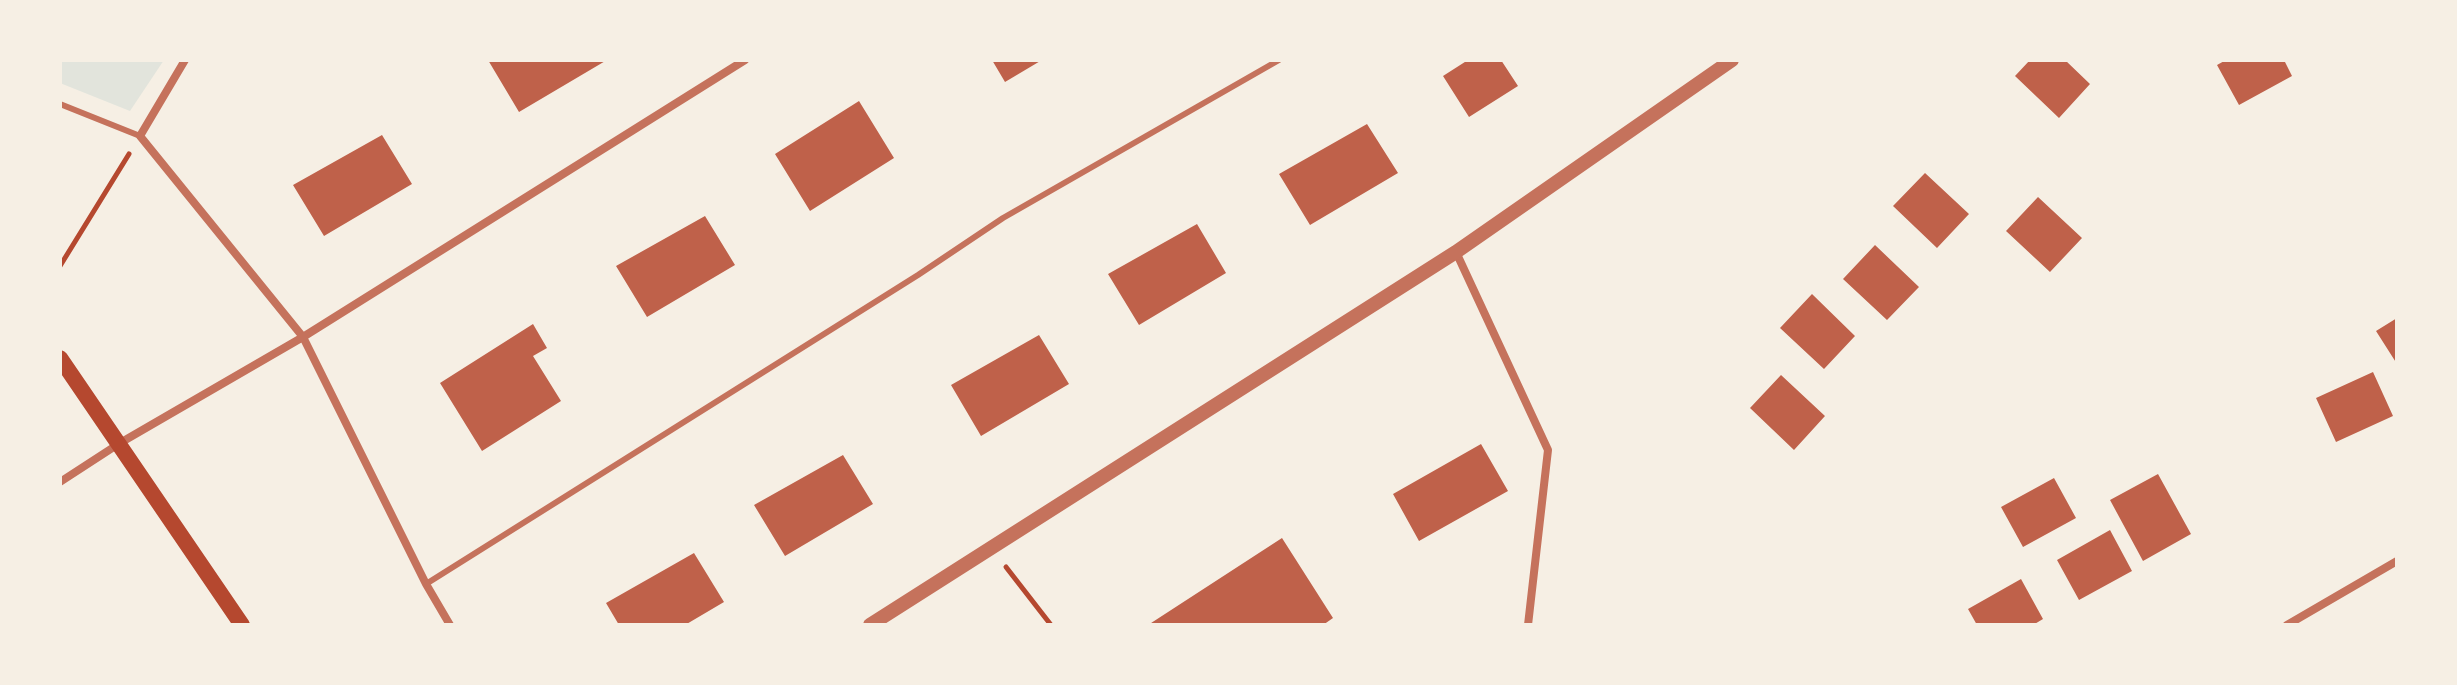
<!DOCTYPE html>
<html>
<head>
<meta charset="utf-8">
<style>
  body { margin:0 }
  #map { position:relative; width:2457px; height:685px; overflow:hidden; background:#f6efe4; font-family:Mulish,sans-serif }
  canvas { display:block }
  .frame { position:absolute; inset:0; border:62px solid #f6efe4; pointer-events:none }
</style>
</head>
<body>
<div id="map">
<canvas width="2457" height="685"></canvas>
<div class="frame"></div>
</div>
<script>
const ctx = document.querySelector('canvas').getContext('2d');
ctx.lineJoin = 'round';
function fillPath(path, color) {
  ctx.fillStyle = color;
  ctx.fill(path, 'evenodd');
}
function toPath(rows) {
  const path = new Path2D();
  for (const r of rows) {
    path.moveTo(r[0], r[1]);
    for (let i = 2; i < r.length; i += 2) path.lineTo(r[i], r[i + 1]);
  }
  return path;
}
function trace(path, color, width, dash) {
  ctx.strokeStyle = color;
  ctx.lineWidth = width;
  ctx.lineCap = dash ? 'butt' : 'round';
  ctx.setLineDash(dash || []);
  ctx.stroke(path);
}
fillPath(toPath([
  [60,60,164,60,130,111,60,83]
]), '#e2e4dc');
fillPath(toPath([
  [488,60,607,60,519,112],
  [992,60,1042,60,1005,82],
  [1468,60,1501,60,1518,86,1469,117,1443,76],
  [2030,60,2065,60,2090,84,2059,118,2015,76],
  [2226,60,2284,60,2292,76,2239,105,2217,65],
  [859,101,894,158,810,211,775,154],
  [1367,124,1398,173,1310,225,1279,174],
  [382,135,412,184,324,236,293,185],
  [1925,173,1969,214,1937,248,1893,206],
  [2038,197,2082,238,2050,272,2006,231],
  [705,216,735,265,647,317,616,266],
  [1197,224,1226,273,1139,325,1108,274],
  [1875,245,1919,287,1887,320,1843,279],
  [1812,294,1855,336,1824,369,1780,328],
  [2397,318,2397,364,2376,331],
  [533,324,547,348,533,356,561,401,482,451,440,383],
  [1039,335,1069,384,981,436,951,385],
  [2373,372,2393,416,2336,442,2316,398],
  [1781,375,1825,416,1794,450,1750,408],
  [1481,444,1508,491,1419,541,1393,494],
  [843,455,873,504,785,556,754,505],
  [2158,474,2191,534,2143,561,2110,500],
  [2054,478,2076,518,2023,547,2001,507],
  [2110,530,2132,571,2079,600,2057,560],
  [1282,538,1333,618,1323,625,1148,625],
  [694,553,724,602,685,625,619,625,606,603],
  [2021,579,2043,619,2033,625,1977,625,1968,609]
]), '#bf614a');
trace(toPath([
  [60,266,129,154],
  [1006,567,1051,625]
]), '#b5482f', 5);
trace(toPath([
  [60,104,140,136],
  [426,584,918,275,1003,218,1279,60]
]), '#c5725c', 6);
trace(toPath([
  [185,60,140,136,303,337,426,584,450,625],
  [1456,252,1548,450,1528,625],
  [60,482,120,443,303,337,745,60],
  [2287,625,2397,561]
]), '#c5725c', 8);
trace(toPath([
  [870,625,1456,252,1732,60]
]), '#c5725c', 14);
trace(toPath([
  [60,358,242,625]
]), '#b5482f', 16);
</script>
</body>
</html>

# # # # # # #

» Exercise goal
Every line of the material that holds the word "height" must be found and copied.

» Your response
  #map { position:relative; width:2457px; height:685px; overflow:hidden; background:#f6efe4; font-family:Mulish,sans-serif }
<canvas width="2457" height="685"></canvas>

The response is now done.